**TASK**
Among the records below, which lines contain the string "none"? Report them.

**EXERCISE DATA**
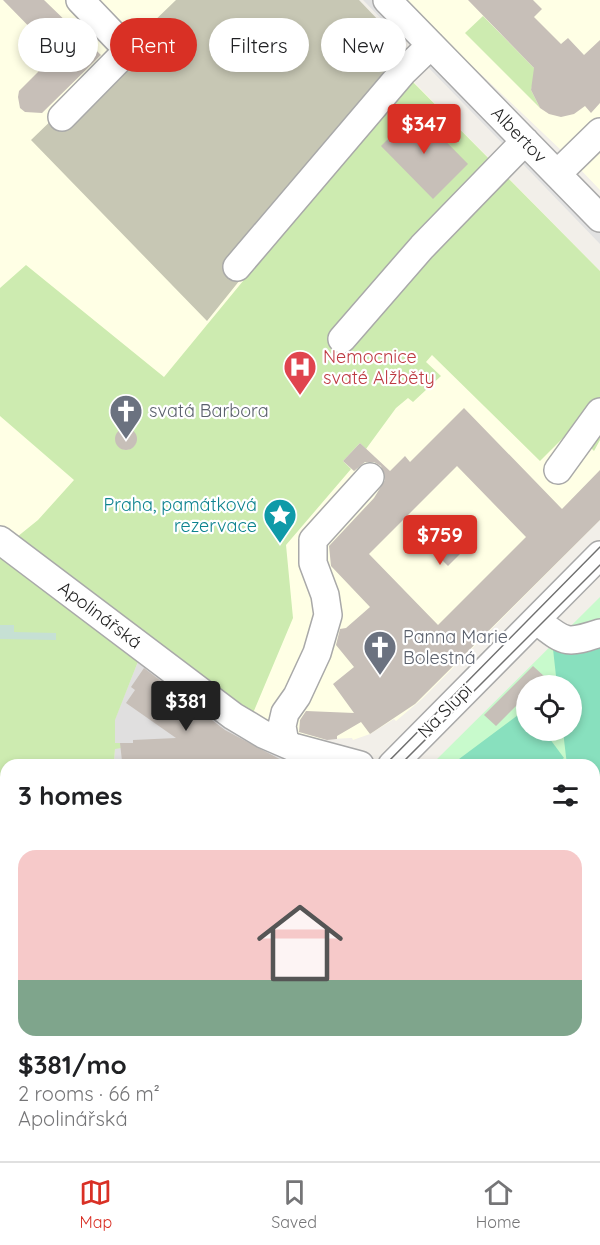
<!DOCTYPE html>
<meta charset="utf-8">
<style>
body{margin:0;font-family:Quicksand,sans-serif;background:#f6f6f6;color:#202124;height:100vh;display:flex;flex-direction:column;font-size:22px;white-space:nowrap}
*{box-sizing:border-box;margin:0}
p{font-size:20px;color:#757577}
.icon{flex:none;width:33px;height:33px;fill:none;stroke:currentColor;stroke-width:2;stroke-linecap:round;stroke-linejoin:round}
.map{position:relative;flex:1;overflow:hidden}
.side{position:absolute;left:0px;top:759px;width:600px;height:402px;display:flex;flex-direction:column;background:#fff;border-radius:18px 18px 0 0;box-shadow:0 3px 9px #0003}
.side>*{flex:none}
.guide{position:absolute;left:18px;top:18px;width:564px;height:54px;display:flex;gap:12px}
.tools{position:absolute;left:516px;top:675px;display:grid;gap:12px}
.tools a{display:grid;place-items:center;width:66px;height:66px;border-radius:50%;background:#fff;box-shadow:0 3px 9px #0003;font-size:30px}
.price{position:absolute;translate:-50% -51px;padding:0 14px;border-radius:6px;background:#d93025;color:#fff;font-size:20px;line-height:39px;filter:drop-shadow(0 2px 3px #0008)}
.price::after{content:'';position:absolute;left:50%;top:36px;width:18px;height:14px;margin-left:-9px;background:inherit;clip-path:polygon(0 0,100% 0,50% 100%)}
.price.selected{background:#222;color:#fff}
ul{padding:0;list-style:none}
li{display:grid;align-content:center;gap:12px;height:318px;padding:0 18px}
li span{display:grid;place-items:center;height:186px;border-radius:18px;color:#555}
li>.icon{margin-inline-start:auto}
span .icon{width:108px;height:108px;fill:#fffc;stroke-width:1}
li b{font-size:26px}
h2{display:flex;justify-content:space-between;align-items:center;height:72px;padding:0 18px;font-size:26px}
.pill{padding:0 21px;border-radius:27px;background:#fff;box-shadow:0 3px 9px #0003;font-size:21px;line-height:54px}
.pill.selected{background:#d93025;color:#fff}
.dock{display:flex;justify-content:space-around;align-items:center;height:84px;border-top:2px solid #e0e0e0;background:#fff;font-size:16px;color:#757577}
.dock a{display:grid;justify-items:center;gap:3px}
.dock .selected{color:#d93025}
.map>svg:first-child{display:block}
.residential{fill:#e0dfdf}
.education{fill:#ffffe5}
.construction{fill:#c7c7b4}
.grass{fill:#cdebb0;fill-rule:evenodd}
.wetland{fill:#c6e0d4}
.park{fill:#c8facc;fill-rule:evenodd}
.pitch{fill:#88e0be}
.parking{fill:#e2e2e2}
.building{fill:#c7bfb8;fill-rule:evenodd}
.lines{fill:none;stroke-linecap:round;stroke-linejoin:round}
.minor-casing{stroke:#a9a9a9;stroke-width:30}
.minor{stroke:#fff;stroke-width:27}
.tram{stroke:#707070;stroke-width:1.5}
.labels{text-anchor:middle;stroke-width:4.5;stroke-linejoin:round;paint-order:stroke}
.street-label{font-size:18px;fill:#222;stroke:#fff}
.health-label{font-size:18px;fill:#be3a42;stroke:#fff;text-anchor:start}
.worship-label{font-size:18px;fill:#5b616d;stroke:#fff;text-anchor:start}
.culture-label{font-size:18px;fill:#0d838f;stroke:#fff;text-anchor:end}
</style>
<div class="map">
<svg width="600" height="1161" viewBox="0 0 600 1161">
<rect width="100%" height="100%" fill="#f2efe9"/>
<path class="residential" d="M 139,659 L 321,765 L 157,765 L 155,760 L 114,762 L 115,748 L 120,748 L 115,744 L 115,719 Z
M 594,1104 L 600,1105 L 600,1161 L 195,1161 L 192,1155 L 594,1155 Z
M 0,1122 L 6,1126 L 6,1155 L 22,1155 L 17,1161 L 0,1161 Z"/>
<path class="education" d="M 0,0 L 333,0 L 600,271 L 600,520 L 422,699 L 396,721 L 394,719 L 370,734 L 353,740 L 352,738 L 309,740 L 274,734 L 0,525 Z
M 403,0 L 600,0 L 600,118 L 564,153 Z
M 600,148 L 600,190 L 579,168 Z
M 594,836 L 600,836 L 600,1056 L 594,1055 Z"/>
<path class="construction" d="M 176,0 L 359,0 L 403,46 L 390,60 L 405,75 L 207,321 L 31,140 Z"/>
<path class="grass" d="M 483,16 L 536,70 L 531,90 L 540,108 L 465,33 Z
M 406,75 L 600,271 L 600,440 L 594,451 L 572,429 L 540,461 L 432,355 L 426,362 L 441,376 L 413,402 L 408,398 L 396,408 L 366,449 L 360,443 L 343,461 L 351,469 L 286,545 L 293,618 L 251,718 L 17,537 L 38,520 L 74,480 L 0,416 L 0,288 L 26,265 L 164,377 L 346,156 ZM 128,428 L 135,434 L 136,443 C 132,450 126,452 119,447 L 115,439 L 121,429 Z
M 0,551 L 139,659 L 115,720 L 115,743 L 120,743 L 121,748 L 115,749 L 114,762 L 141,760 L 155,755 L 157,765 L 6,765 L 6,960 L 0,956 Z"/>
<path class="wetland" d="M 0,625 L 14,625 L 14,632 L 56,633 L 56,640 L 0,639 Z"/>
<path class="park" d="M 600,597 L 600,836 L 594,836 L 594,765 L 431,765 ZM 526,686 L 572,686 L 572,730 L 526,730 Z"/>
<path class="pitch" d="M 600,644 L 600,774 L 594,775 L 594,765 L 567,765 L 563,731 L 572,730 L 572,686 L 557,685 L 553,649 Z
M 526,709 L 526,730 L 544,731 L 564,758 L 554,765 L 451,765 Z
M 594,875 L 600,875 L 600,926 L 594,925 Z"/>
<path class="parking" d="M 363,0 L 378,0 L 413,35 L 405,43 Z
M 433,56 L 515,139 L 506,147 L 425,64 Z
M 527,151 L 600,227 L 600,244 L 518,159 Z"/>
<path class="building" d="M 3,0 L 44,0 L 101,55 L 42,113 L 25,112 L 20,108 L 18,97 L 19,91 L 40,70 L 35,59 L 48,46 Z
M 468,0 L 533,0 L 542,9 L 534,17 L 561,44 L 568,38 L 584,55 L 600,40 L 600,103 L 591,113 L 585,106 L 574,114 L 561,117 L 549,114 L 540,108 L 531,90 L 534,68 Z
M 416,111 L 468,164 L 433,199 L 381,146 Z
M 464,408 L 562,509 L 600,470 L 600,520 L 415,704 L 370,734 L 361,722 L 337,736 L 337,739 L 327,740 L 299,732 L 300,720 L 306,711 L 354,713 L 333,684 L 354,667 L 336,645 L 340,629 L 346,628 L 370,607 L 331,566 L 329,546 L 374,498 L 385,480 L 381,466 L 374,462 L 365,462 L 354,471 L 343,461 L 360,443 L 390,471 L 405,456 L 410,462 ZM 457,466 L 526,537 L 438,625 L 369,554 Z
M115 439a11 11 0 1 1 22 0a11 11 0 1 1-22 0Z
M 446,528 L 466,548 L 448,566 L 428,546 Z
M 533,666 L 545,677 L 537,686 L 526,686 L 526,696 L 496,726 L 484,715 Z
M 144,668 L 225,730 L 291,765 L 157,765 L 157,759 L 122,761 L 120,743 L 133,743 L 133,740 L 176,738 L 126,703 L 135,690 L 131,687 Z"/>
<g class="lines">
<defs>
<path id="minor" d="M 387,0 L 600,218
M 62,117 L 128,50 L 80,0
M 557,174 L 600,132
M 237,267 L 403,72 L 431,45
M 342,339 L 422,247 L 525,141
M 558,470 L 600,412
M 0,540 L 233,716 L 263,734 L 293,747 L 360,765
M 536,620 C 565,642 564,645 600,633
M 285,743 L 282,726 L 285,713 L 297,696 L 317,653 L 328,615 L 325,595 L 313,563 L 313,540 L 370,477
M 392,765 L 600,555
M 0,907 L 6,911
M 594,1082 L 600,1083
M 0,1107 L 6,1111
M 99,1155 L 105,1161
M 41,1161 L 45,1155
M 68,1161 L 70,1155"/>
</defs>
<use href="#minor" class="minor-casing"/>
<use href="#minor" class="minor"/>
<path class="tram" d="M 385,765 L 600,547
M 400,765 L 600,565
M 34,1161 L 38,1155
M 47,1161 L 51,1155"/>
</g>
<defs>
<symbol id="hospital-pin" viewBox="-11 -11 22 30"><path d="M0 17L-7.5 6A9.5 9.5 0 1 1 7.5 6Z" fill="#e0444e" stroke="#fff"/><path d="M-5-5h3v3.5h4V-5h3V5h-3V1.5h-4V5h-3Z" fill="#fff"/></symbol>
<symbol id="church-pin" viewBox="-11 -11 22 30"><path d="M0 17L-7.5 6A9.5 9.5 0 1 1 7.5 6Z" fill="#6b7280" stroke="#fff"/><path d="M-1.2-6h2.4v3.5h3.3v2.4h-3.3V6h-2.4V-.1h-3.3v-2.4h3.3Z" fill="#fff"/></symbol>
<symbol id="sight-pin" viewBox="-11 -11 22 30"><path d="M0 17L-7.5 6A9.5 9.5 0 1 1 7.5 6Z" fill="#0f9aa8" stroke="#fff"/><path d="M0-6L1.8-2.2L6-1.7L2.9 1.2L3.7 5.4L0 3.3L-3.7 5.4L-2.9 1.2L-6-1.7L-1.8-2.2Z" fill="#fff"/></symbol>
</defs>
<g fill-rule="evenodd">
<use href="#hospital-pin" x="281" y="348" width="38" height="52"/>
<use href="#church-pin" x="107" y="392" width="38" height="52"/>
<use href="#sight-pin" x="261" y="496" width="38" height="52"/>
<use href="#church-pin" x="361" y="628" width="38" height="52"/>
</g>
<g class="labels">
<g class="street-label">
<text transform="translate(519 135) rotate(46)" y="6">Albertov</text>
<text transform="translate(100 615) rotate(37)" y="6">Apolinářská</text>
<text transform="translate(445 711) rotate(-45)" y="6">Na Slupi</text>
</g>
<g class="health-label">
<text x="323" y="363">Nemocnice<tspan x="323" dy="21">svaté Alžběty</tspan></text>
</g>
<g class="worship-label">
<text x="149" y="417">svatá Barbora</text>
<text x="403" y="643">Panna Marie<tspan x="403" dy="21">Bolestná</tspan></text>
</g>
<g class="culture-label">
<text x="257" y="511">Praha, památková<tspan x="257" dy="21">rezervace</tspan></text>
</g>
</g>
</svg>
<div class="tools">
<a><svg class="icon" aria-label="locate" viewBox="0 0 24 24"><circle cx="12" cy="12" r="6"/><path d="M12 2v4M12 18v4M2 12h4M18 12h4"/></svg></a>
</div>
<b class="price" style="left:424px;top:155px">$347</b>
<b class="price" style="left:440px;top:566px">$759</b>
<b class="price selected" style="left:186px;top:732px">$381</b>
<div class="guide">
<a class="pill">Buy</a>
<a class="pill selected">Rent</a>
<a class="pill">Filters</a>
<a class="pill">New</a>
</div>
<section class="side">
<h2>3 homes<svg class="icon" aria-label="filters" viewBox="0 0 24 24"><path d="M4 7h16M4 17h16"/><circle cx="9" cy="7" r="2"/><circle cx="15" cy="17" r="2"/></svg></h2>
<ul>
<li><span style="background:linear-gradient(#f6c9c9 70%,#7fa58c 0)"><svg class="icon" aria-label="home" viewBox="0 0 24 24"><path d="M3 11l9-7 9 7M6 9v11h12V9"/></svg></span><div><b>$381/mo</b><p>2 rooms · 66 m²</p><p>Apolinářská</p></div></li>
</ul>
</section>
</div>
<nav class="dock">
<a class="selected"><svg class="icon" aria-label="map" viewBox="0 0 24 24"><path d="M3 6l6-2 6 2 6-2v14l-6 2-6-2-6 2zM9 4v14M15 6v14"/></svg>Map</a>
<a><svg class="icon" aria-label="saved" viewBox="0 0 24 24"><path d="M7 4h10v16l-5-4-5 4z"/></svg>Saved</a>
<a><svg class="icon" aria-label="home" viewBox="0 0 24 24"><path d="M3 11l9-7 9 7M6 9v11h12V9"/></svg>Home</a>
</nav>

**TASK OUTPUT**
.icon{flex:none;width:33px;height:33px;fill:none;stroke:currentColor;stroke-width:2;stroke-linecap:round;stroke-linejoin:round}
.side>*{flex:none}
ul{padding:0;list-style:none}
.lines{fill:none;stroke-linecap:round;stroke-linejoin:round}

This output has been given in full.